There’s an unusual case that’s been all over the media recently about a Quebec waiter who served the wrong food to someone with a food allergy. Police have recommended a charge of criminal negligence be brought forth against the waiter. Is simply making a mistake when serving food enough to get one into trouble with the law? Let’s look at the case more carefully.
The incident happened at a Sherbrooke restaurant where a waiter accidentally served salmon tartare to a customer who was allergic to both seafood and salmon. The customer had ordered beef tartare and told the waiter numerous times about his food allergy. When the salmon tartare came to his table, the customer took a bite. He was unaware of what he was about to bite into because the restaurant’s lighting was dim.
Due to the food mixup, the customer eventually was hospitalized for several weeks and fell into a coma for two days. He also suffered from cardiac arrest.
Did the Waiter Break the Law?
Quebec police are recommending the charge of criminal negligence be brought against the waiter because the Criminal Code allows for an arrest where there is “wanton or reckless disregard of the lives or safety of other persons.” Criminal negligence is used when bodily harm or death is caused to someone under this legal definition in the Criminal Code.
In the case, one half of the charge could be argued as warranted because the customer fell into a coma, which would constitute bodily harm. Under that definition, the waiter – if found guilty of criminal negligence – could be sentenced for to up to 10 years in prison. (If the customer had died, the sentence would be a maximum of life imprisonment.)
But did the waiter show wanton or reckless disregard to his customer?
On one hand, the waiter – if he was the person who brought the food to the customer — could be found not guilty because chances are that if the customer didn’t know he was being served fish due to the lighting, the waiter perhaps reasonably didn’t know it as well for the same reason. However, if the waiter had been aware that it was fish being served and served it anyway while knowing about the customer’s food allergy, he then might be found guilty if the case made it to court.
What is also problematic for the waiter is that he allegedly didn’t take any notes. The customer told the waiter time and time again about the allergy to make sure there wouldn’t be any food cross-contamination in the kitchen. It is quite possible that the waiter didn’t take these warnings seriously, or forgot about them, which could again lead to legal problems for him.
Why? It could be argued that the waiter showed wanton or reckless disregard for his customer’s safety and life by not taking notes or the appropriate measures to ensure the food order wouldn’t be presumably mixed up. The Criminal Code says criminal negligence happens when someone has “omit[ted] to do anything that it is his duty to do.”
But What If the Wrong Order Was Placed?
This case hasn’t gone before the courts, so a lot of this might be conjecture, but there are other factors to consider in this scenario – ones that could completely exonerate the waiter. For instance, it could be possible that the customer placed the wrong order to begin with. What we also don’t know is if the waiter informed the kitchen staff of the food allergy. If he did, did the kitchen take appropriate measures to ensure the right order was placed? Also to his defence, the waiter might be able to claim that he didn’t receive proper training in dealing with customers with food allergies.
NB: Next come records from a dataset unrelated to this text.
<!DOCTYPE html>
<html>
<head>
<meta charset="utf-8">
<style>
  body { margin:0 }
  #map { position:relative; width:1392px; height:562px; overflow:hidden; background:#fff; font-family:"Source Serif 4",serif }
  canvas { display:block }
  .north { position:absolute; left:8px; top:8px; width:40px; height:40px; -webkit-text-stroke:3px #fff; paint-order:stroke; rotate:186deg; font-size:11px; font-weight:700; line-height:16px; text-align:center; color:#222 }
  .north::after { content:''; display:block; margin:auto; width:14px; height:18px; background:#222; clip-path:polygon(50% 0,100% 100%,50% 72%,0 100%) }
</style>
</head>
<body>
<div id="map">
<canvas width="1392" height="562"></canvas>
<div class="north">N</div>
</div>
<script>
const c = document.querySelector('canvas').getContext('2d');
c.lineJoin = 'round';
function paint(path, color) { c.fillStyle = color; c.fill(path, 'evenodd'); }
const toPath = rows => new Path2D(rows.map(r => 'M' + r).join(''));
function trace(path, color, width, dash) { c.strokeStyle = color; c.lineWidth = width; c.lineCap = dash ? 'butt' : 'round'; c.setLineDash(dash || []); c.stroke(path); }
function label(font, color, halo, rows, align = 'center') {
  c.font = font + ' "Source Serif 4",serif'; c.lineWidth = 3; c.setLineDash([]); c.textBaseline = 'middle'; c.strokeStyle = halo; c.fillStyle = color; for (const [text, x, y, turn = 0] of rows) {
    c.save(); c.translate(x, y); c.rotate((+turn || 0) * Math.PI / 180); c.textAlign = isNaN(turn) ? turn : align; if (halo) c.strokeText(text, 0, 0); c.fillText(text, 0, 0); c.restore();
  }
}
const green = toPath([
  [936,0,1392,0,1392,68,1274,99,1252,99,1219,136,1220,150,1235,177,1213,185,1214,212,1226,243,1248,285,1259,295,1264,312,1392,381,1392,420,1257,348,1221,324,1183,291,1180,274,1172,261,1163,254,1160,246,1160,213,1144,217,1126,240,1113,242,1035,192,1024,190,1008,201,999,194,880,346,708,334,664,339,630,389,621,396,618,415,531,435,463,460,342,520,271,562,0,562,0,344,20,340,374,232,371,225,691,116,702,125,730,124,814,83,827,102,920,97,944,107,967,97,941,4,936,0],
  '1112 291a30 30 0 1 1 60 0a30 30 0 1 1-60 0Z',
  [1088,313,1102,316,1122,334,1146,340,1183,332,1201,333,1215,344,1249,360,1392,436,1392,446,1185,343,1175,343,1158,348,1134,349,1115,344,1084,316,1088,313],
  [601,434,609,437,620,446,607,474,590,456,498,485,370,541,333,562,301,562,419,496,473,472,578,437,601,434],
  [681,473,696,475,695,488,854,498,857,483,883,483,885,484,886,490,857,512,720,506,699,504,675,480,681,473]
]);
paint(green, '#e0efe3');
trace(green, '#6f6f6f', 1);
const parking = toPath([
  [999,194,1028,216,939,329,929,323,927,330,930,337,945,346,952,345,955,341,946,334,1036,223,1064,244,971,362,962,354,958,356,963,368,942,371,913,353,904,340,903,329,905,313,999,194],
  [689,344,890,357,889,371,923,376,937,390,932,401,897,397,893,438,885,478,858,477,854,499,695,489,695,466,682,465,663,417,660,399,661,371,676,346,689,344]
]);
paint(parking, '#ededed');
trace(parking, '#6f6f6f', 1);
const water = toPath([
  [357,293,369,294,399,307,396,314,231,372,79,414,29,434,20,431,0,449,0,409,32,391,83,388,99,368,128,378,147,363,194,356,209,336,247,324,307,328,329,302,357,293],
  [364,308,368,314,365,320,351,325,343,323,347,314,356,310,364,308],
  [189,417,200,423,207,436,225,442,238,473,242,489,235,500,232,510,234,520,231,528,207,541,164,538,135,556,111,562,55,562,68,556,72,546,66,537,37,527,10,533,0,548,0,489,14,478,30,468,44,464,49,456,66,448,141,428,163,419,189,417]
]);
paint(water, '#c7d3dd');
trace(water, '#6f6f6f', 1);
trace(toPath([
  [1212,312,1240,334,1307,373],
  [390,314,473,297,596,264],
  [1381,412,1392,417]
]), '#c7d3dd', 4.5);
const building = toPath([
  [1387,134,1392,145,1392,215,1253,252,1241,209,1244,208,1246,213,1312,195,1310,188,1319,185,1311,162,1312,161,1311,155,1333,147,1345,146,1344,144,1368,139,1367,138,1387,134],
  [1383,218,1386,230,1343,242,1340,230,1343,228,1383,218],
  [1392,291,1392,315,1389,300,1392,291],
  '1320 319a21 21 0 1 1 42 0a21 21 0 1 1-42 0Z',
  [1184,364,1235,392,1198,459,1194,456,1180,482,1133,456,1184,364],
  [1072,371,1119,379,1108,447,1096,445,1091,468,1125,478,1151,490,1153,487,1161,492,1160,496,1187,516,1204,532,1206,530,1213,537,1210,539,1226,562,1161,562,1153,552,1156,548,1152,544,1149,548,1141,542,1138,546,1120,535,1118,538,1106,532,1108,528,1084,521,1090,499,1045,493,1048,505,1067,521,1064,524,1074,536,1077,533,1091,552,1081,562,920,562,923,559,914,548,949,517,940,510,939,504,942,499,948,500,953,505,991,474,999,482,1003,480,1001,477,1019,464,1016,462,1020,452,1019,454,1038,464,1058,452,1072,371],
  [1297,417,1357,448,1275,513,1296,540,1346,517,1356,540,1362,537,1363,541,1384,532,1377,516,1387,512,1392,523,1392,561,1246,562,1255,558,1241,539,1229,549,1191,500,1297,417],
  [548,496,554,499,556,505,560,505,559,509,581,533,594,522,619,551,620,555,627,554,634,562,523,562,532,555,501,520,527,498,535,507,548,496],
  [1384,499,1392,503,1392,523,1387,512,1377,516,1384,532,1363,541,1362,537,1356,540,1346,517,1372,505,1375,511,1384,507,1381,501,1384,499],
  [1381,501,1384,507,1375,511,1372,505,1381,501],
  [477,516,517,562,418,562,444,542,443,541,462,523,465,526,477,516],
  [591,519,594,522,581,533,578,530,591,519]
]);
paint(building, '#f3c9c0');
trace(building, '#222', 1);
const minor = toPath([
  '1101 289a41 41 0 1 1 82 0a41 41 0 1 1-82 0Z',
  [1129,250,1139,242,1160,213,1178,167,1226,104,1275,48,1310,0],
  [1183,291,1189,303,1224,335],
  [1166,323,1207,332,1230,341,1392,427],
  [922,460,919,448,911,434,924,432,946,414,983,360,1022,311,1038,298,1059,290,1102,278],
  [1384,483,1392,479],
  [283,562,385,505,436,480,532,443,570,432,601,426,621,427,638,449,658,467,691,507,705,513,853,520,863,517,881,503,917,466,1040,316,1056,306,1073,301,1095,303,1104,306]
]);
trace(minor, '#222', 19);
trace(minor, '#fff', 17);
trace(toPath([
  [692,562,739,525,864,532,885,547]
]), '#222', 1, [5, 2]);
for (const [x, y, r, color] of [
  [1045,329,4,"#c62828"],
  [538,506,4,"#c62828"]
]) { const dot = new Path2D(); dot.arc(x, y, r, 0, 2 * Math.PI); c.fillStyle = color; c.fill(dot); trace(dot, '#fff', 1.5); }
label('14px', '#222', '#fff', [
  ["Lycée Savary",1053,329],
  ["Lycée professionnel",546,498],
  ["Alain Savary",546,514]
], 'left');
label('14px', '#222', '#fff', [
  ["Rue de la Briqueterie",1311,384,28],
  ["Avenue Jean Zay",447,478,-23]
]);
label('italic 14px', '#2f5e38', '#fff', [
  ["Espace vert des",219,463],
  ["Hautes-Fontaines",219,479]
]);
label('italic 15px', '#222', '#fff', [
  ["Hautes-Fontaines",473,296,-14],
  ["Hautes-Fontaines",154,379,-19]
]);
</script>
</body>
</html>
So there’s a lot we don’t know that could leave the waiter off the hook.
Plus, the customer alas has to claim some responsibility for his medical condition. He had left his EpiPen in his car before entering a restaurant with seafood on the menu. It could be argued that he would have never slipped into a coma or had heart trouble if he had his EpiPen on him before going into a restaurant, which would be a risky endeavour to begin with, knowing his food allergy.
It’ll be interesting to see if the case makes it to court. However, most legal observers think it won’t, simply because the customer had to be in a completely vulnerable position for someone to be criminally negligent against him. It would be criminal negligence if he was a patient in need of a leg amputation and a doctor amputated the wrong leg while being completely helpless to the treatment. Directly walking into a restaurant that had food on the menu that he was allergic to for a bite to eat? Perhaps not so much.
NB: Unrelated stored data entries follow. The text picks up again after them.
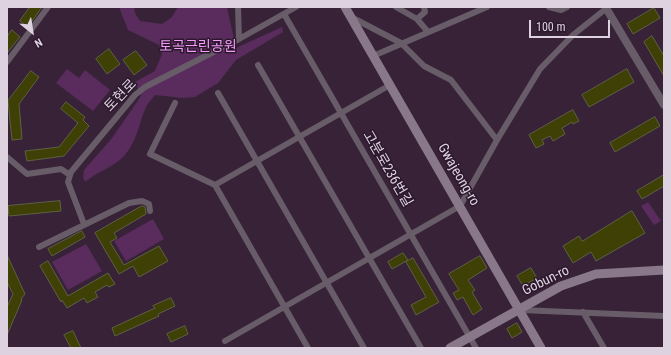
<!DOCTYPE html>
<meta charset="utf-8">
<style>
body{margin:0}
#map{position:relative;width:671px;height:355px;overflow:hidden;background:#372238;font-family:"Roboto Condensed",sans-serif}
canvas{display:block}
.frame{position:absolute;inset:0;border:8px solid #dfd2e0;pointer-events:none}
.north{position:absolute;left:12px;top:12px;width:40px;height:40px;-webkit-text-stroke:3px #2c192e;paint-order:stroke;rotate:150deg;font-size:11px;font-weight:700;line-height:16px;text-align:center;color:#dfd2e0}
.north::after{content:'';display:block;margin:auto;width:14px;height:18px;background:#dfd2e0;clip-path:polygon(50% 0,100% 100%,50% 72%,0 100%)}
.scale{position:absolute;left:529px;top:20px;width:81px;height:18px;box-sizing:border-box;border:2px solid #dfd2e0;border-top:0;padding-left:5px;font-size:12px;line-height:14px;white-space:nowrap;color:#dfd2e0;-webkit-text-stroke:3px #2c192e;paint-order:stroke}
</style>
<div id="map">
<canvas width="671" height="355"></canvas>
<div class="frame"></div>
<div class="north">N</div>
<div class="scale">100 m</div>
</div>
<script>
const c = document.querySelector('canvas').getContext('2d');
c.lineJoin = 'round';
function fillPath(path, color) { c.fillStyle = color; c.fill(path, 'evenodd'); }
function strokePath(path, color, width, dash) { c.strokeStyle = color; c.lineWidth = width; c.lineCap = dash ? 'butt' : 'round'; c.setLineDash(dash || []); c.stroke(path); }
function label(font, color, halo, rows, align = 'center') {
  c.font = font + ' "Roboto Condensed","Noto Sans KR",sans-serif'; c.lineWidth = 3; c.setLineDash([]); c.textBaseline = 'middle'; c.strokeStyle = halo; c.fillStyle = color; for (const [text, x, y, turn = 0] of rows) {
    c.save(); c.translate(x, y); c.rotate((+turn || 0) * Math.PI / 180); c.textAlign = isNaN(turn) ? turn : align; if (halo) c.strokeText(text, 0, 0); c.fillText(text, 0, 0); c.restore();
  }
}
const green = new Path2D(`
 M119,7h15l1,6 5,8 22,3 10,-7 6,-10h49l9,41 46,-21 1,5 -47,28 -18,23 -23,14 -12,1 -28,-3c-3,4 -7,8 -9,12 -7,16 -9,34 -21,48 -11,12 -27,16 -40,27l-2,-5 1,-7 28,-32 29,-42 -6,-14 20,-11 7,-17 -3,-9 -31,-15z
 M67,69l12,9 6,-8 25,20 -17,21 -37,-28z
 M648,202l13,19 -7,4 -13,-19z
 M153,219l11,20 -38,22 -12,-20z
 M86,244l16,27 -34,19 -16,-28z`);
const building = new Path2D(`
 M30,7h12l-14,20 -8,-6z
 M654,8l6,10 -27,16 -6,-10z
 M12,30l8,7 -13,16v-16z
 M652,36l12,20v20l-20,-34z
 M109,49l11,15 -13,10 -11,-15z
 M136,51l11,14 -13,10 -11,-15z
 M627,69l7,13 -45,25 -7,-12z
 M31,71l8,6 -20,27 3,35 -10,1 -4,-39z
 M66,102l19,15 -2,3 6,6 -25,30 -37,5 -2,-10 34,-4 19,-24 -17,-14z
 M573,110l6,11 -6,3 -1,-2 -10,6 3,6 -12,7 -3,-5 -8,4 2,4 -8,4 -7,-13z
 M655,117l5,9 -45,26 -5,-9z
 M664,175v11l-22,13 -5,-8z
 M60,201l1,10 -52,5 -1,-10z
 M142,206l3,1 1,7 -32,19 3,5 -7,4 14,23 35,-19 9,15 -29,16 -6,-11 -14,8 -24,-41z
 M632,211l13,22 -49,28 -5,-9 -18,11 -10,-17 16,-10 3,5z
 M82,231l3,6 -33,19 -4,-7z
 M403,253l5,7 -16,9 -4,-7z
 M7,255l18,39 -4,5 1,1 -15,35v-28l6,-13 -6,-12z
 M480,256l7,12 -19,12 7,10 -3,2 10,17 -9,6 -10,-18 -6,3 -4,-7 6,-3 -10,-16z
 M413,258l26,44 -23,13 -5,-10 15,-8 -20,-35z
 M48,261l20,35 40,-23 7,11 -6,3 -2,-2 -12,7 3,5 -11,6 -3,-5 -17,10 -5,-8 -1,2 -21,-36z
 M531,268l6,10 -14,8 -6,-10z
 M171,298l4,8 -17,8 1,2 -44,20 -3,-8 43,-20 -2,-2z
 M517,323l5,9 -10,6 -5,-9z
 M185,326l3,8 -17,8 -4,-8z
 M73,331l8,17h-10l-7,-13z`);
const minor = new Path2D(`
 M238,7l1,32
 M396,7l21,12 11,13
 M549,7l12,3 6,-3
 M284,14l192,334
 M351,17l50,26 23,23 27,14 46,60
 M417,19l8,-7 -1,-5
 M373,56l114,-49
 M7,62l41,-55
 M258,65l163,283
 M218,93l146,255
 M175,103l-25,51 65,31 93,163
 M7,157l20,17 34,-5 9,6
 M215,185l175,-100
 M84,224l-16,-42 3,-10 64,-77 10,-8 94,-48 57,-32
 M39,247l90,-44 13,-2 7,3 1,7
 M521,310l143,6
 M583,312l21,36
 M225,341l235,-135 37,-66 43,-71 33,-34 35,-28`);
const tertiary = new Path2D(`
 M606,8l58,97`);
const secondary = new Path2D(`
 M345,7l196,341
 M450,348l111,-62 35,-12 68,-4`);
const parkNames = [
 ["토곡근린공원",198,47]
];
const streetNames = [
 ["토현로",121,96,-46],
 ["고분로236번길",387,169,60],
 ["Gwajeong-ro",458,175,60],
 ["Gobun-ro",546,281,-26]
];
fillPath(green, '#5a2b5d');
fillPath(building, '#3e4005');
strokePath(building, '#5e6142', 1);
strokePath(minor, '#675c67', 6);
strokePath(tertiary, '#675c67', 8);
strokePath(secondary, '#887889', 9);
label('14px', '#f29bf8', '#2c192e', parkNames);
label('14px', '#dfd2e0', '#2c192e', streetNames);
</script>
If your legal problem is just as fishy as this one, we can help with your criminal defence. Contact Armoured Suits by phone at 613-233-0008 or e-mail at [email protected] for a free, confidential consultation.
UPDATE: September 13, 2016 – Waiter’s Actions Did Not Meet Legal Requirement for Criminal Negligence
The 22-year-old Québec waiter who served salmon tartare to a customer with a severe food allergy will not be charged with criminal negligence.
In speaking with the media, René Verret, spokesman for Québec’s Crown prosecutors’ office, said “There was no criminal offence in what the young man did”.
The case, which drew worldwide media attention, highlights the challenges and seriousness of food allergies and the associated risk of anaphylaxis shock. Food allergy organizations are pointing to this case as an opportunity to review food handling protocols in the service industry.